Creating an exclusive study area was another key, he says. Make sure wherever you study is free from clutter and distractions, and comfy enough that you can spend a few hours there if necessary, without putting a crick in your back. And avoid distractions.
“Social media is the biggest culprit here,” adds Crockett. “I made rules for myself to only check after I accomplished certain milestones, otherwise I would get sucked into the Facebook void.”
When it comes to learning the material itself, it’s all about repetition.
“Typing notes, summarizing them by hand, speaking them out loud, explaining them to someone else, and teaching them to other people helps consolidate information and put it into your own words,” says Crockett.
A study buddy can be indispensable, says Rachel Mark, a fellow acupuncturist and a recent grad of Pacific Rim College.
“Having someone to test each other with lets you talk it out, and really checks what you know and what you don’t,” she says. “The best time to test each other is a day or two before the exam.
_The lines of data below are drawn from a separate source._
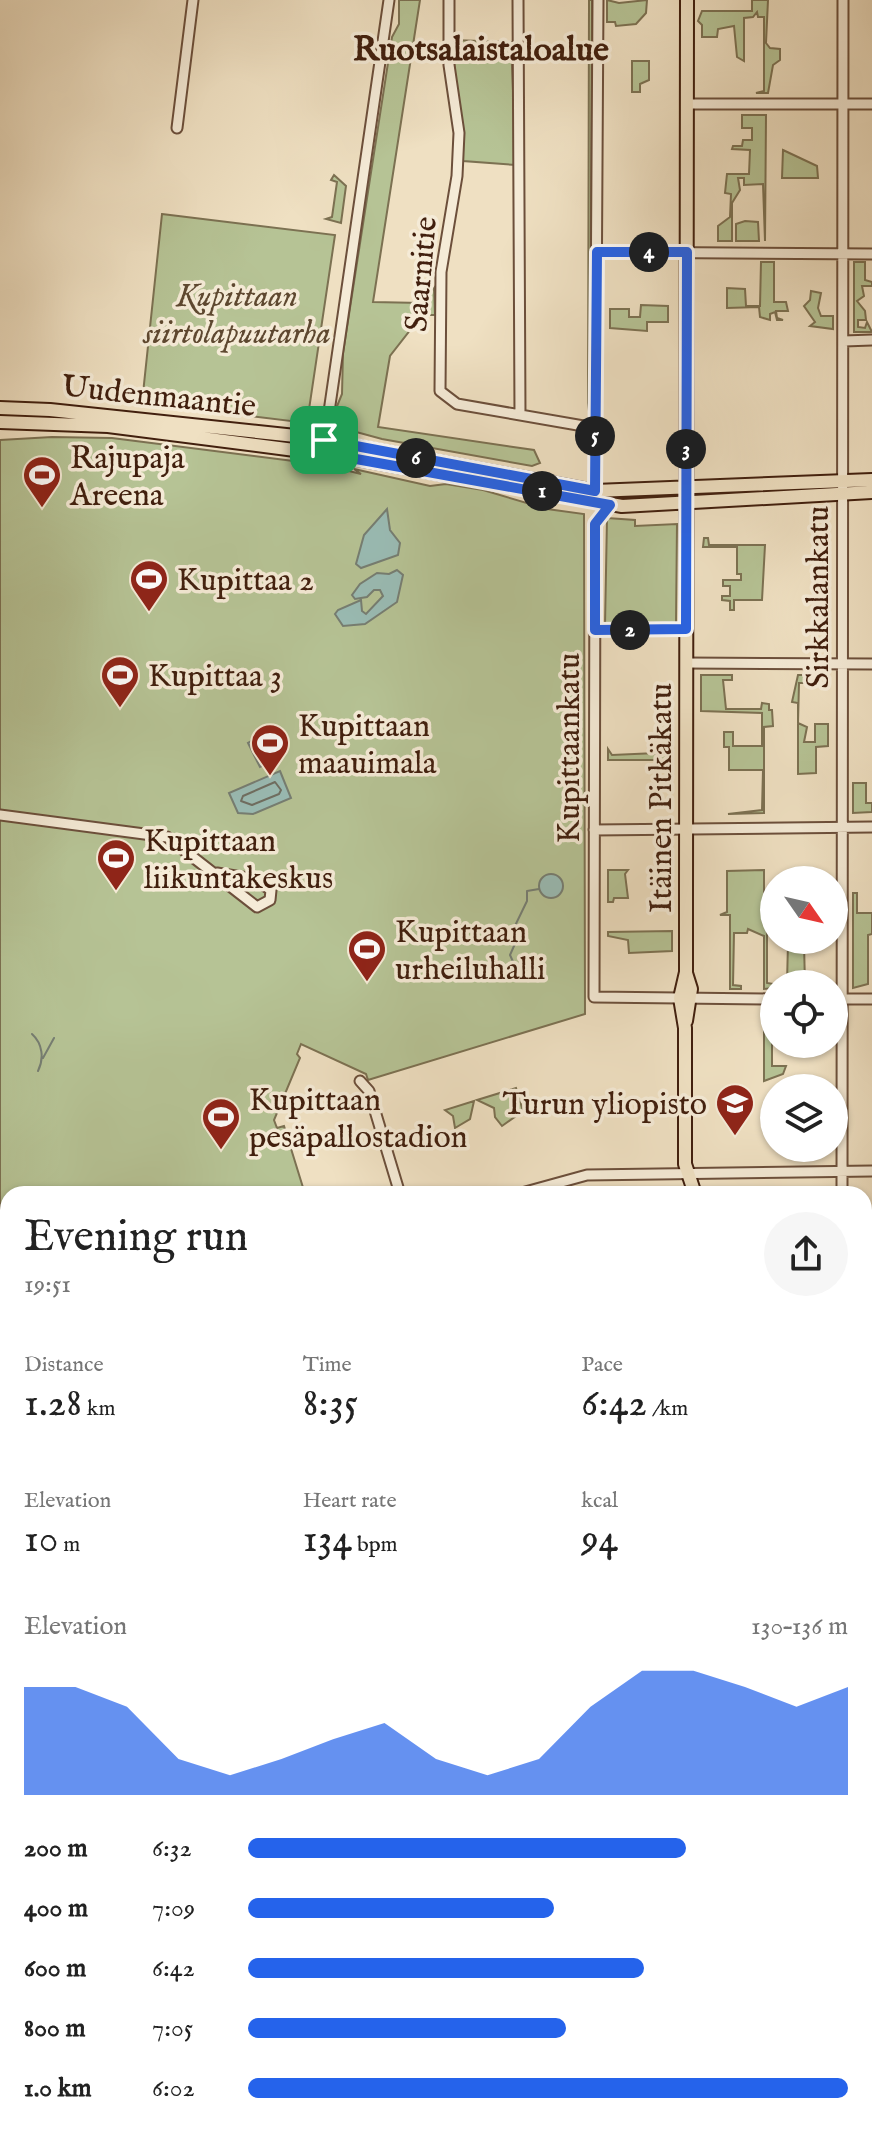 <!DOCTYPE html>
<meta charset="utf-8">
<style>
:root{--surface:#fff;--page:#f6f6f6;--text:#222;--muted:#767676;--accent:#2563eb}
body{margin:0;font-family:"IM FELL English",serif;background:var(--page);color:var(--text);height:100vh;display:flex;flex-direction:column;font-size:30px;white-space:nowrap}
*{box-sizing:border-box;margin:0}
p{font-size:26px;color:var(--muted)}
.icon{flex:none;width:44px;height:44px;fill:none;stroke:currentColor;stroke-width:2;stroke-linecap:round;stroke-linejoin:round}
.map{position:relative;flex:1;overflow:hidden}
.sheet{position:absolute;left:0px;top:1186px;width:872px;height:948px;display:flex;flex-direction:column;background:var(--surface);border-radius:24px 24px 0 0;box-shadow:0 2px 6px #0004}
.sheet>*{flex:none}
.needle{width:52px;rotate:124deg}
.buttons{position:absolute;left:760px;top:866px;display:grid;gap:16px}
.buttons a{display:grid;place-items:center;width:88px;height:88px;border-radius:50%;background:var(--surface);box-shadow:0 2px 6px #0004;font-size:40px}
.pin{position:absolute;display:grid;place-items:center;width:68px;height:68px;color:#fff;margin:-34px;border-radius:16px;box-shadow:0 4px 12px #0006}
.km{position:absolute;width:40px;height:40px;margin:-20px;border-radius:50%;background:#222;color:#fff;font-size:22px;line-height:40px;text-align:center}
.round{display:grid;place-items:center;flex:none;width:84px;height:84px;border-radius:42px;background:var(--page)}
.summary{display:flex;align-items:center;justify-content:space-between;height:136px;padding:0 24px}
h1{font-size:44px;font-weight:600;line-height:60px}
.stats{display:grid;grid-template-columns:repeat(3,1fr);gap:12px;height:136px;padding:8px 24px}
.stats div{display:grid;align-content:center}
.stats b{font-size:40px;font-weight:600}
.stats small{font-size:22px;font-weight:400}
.stats p{font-size:22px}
.chart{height:224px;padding:16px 24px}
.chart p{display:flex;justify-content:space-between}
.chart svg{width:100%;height:144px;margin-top:8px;fill:var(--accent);opacity:.7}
ul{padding:0 24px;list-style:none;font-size:26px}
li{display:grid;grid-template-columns:128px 96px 1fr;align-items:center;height:60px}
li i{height:20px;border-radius:10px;background:var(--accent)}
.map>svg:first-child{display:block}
.green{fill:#b6c395;stroke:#7c7152;stroke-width:2}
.water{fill:#9abdb6;stroke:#767e73;stroke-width:2}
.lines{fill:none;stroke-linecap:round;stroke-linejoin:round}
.shore{stroke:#6e6e62;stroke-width:2}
.stream{stroke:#767e73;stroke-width:2}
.highway-tunnel{stroke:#ccb99e;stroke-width:14;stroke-dasharray:14 7;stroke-linecap:butt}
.minor-casing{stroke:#6c4f3b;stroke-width:13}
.major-casing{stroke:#411f0e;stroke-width:16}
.highway-casing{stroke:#411f0e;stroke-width:18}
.minor{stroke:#f5ebd7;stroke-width:9}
.major{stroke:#efe0c2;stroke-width:12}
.highway{stroke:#efe0c2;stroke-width:14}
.rail-casing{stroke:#411f0e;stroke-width:5}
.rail{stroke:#f5ebd7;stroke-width:2;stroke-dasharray:6;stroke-linecap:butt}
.route-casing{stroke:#fff;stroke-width:16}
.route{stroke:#2563eb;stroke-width:10}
.labels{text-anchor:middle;stroke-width:7;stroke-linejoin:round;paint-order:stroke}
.street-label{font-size:32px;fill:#411f0e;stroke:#f5ebd7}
.park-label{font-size:32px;font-style:italic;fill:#5e4830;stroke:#f5ebd7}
.poi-label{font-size:32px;fill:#411f0e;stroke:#f5ebd7;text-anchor:start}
.neighbourhood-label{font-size:34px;font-weight:bold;fill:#411f0e;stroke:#f5ebd7}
</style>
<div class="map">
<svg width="872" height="2134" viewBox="0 0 872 2134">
<rect width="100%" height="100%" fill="#efe0c2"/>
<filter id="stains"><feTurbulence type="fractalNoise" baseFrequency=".0025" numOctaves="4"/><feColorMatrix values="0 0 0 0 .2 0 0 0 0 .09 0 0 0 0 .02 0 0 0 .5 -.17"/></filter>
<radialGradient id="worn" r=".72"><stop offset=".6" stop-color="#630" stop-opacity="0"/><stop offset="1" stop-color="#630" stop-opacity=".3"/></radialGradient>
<!-- green -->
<path class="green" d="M399,0H420L373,302L422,303L434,288L435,315H422L390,356L378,427L534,450L540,463L532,466L382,439L334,426L333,416L342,394L343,353L392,37L399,24Z
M589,0H592L590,419L588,403Z
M607,0L619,3L647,0L646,13L636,24L616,26L615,22H607Z
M752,0H768L766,43L770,48L780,49V60L773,65L768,93H756L764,91V17H758L757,12L753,17L744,18V61L737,57L734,26L718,29L717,37H702V25L698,21L702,11H752Z
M452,40L511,42L516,165L463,161Z
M632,61H649V80L640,84V92H632Z
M742,115H766L765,241L763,184L744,185V178H738L740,190L732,203V241H718V226L730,217L731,194L725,193L727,174H749L750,150L732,149L733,146H742L743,140H752V128H742Z
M783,150L817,166L818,178H782Z
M334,175L346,186L341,223L326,219L332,217L337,182L331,180Z
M162,214L335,235L307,423L142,403Z
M745,221L758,222L759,241H736V224Z
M761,262H774V302H786L788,311H776L777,318L783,320H777L775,312L770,314V320L760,317L759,307L727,308V288L745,289L746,306H760Z
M854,262H865V280L872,282V286H862L864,296L857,301L865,311L866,320H858V327L865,328L867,322L872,332H854Z
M811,291L821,293L818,308L821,316H833V329L810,326L815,322L804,306L810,300Z
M641,305L668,306V322H647V331L610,328V309H629V317H640Z
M52,437L112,438L317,464L324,470L329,466L361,474L354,469L430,486L446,484L483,490L547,509L584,514L585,1014L368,1080L366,1074L301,1044L297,1054L300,1058L274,1120L277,1128L284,1126L305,1194H8V1335L0,1338V440Z
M607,518L635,520V526L677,524L676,624L605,625Z
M704,538H708L709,545H765L762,600H734V610H730V601L722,600V596H730V586H723V580H741V574H737V547H703Z
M701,675H732V680H723L726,709H761L762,703L769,704V710H772L773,726L764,727V813L728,814L762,810L763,770H729V747H724V732H733V746H762V713L701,711Z
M798,675H807V683H799L798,723L807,727L804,742H815V724H828V746L816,747V773L798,774V703L792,702Z
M672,743V760H608V749L612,755L657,753Z
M853,783H866V803H872V812L853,813Z
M608,870H628L625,874L628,898H614L613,902H608Z
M764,870V914H774V920H767V983L774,984V988L764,989V936L748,929L747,933H734L733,985L741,986V989H730V915H720L727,912V871Z
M853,893H857V913H872V934L868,935V984L853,988Z
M672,931V951L629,953L628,940L608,936V932Z
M788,943L804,944L805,984H781L787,983Z
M764,1017H772V1066H786L783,1074L764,1081Z
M516,1088L523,1111L502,1126L495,1117L494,1108L477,1100Z
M474,1101L470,1119L455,1128L453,1116L445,1110Z
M537,2126H597L617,2134H533Z"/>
<!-- water -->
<path class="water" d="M387,509L390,530L400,543L398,555L361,568L356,564L364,535Z
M397,570L403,575L397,602L365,624L343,626L335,614L338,610L361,600L362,611L366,614L383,596L380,590H374L367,597L355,599L352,595L360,584L377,573L389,574Z
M265,733L277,759L260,767L248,743Z
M280,771L291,798L253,814L238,813L229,793Z
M539 886a12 12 0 1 1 24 0a12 12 0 1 1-24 0Z"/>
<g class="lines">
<!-- shore -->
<path class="shore" d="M275,782L281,790L279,794L252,805L241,801L243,796Z"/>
<!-- stream -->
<path class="stream" d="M515,966L510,955L518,937L512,932L527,901V891L539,889
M32,1034C43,1044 44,1059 38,1071
M43,1058L54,1038"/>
<!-- highway-tunnel -->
<path class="highway-tunnel" d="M864,1538L872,1539
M864,1551H872
M864,1562L872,1563"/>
<defs>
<path id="minor" d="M449,0V65L459,133L457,176L441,272L440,391L457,404L595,428
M518,0L520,414
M687,104H872
M177,128L193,0
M597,252L872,254
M844,341L872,340
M324,446L389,0
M595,495L598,0
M610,505L595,524L594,997L774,999
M595,630L686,629
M686,663L872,664
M0,815L167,837L257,907L270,900L271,890L254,879L217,873
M594,830L872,827
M834,999H872
M360,1081L369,1091L400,1194
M518,1194L587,1175L872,1171
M842,1194L843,0
M864,1349H872
M0,1350L8,1348
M0,1655L8,1654
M0,1847L8,1846
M864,1892H872
M864,1984L872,1987
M0,1994L8,1987
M864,2072L872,2062
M864,2104L872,2107
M184,2126L191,2134
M341,2126L342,2134
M444,2126L462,2134
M606,2126L625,2134
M243,2134L251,2126
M529,2134L532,2126
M639,2134L643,2126
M772,2134L773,2126
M814,2134L820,2126"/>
<path id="major" d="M687,0L686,896V972L680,998L685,1028V1164L695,1194
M0,408L50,410L305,437L595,491L872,480
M0,422L108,426L341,456L622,506L872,492
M686,973L691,989L686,1021
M864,1727L872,1738
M864,1752L872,1763
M120,2134L129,2126"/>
<path id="highway" d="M864,1526H865
M0,1588L8,1586
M0,1606L8,1605"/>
</defs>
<!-- minor casing -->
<use href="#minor" class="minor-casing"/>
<!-- major casing -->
<use href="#major" class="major-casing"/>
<!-- highway casing -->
<use href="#highway" class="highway-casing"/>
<!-- minor -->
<use href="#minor" class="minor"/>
<!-- major -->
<use href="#major" class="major"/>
<!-- highway -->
<use href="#highway" class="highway"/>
<defs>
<path id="rail" d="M864,1496H872
M864,1514H872
M0,1549L8,1548"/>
</defs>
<!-- rail casing -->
<use href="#rail" class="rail-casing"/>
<!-- rail -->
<use href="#rail" class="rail"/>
</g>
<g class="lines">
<defs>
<path id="route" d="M597,252H687L686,629L595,630V524L610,505L323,453L324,440L595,491Z"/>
</defs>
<!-- route casing -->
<use href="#route" class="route-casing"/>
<!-- route -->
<use href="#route" class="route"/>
</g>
<!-- icons -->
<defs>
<symbol id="stadium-pin" viewBox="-11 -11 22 30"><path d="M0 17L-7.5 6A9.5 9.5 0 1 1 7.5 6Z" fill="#8f2418" stroke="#f5ebd7"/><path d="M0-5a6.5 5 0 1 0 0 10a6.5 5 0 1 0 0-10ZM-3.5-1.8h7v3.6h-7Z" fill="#fff"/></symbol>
<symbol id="university-pin" viewBox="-11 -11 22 30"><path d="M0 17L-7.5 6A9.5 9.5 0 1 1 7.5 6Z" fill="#8f2418" stroke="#f5ebd7"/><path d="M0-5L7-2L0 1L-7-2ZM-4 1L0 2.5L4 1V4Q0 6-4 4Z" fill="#fff"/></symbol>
</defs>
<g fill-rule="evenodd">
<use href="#stadium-pin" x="20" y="453" width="44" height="60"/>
<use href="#stadium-pin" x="127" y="557" width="44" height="60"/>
<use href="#stadium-pin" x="98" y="653" width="44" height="60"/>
<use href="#stadium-pin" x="248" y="721" width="44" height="60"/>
<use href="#stadium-pin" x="94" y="836" width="44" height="60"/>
<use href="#stadium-pin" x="345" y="927" width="44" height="60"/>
<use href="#university-pin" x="713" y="1081" width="44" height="60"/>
<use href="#stadium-pin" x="199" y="1095" width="44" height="60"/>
</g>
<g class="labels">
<!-- street labels -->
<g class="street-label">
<text transform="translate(420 274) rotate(-85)" y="11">Saarnitie</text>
<text transform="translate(159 395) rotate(6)" y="11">Uudenmaantie</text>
<text transform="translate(817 597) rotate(-90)" y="11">Sirkkalankatu</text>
<text transform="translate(568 748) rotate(-90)" y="11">Kupittaankatu</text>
<text transform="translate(660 798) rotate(-90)" y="11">Itäinen Pitkäkatu</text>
</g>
<!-- park labels -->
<g class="park-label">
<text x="237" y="306">Kupittaan<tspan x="237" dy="37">siirtolapuutarha</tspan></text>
</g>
<!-- poi labels -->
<g class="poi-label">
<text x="70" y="468">Rajupaja<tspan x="70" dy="37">Areena</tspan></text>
<text x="177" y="590">Kupittaa 2</text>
<text x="148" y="686">Kupittaa 3</text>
<text x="298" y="736">Kupittaan<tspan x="298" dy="37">maauimala</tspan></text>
<text x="144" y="851">Kupittaan<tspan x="144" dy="37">liikuntakeskus</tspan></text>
<text x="395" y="942">Kupittaan<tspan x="395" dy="37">urheiluhalli</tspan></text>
<text x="249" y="1110">Kupittaan<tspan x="249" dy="37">pesäpallostadion</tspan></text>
<text x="707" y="1114" text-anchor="end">Turun yliopisto</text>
</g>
<!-- neighbourhood labels -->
<g class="neighbourhood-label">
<text x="481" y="60">Ruotsalaistaloalue</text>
</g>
</g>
<rect width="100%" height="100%" filter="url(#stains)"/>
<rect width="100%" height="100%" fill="url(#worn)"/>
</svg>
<div class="buttons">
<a><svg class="needle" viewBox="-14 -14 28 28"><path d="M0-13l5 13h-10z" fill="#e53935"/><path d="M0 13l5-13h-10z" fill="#767676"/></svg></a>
<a><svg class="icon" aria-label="locate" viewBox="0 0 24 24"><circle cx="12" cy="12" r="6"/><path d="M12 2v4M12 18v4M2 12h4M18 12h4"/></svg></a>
<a><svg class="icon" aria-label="layers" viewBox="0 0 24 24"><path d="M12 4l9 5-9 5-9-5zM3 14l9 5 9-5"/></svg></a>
</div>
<div class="pin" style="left:324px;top:440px;background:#1e9e55"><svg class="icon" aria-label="arrive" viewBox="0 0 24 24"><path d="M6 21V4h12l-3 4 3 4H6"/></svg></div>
<b class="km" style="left:542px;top:491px">1</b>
<b class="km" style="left:630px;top:630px">2</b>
<b class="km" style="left:686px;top:449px">3</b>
<b class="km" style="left:649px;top:252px">4</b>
<b class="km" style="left:595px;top:436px">5</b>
<b class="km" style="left:416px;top:458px">6</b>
<section class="sheet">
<div class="summary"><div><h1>Evening run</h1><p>19:51</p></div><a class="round"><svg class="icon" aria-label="share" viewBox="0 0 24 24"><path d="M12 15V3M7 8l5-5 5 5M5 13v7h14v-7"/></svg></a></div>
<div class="stats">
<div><p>Distance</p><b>1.28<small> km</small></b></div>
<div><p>Time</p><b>8:35</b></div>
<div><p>Pace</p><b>6:42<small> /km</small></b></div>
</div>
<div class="stats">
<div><p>Elevation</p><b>10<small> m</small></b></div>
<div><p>Heart rate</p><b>134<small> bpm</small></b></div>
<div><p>kcal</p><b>94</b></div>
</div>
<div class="chart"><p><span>Elevation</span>130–136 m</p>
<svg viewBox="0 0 160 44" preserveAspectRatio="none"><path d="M0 44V11L10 11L20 17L30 33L40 38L50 33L60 27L70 22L80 33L90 38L100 33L110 17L120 6L130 6L140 11L150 17L160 11V44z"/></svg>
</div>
<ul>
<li><b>200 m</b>6:32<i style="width:73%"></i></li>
<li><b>400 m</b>7:09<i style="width:51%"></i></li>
<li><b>600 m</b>6:42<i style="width:66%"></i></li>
<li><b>800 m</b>7:05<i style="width:53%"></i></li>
<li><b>1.0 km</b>6:02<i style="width:100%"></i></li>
</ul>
</section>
</div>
Then you have enough time to learn things before, and enough time to go over what you don’t know. Too close to the test will just be stressful!”
And while you’re hanging out with your study buddy, why not make a pit stop at your favourite house of beans?
“Coffee!” exclaims Mark. “Having just enough coffee gets you alert enough to learn, but too much is a recipe for jitters and disaster.”
And when all is said and done, if your notes start blurring and you can hear yourself blinking, put down the highlighter.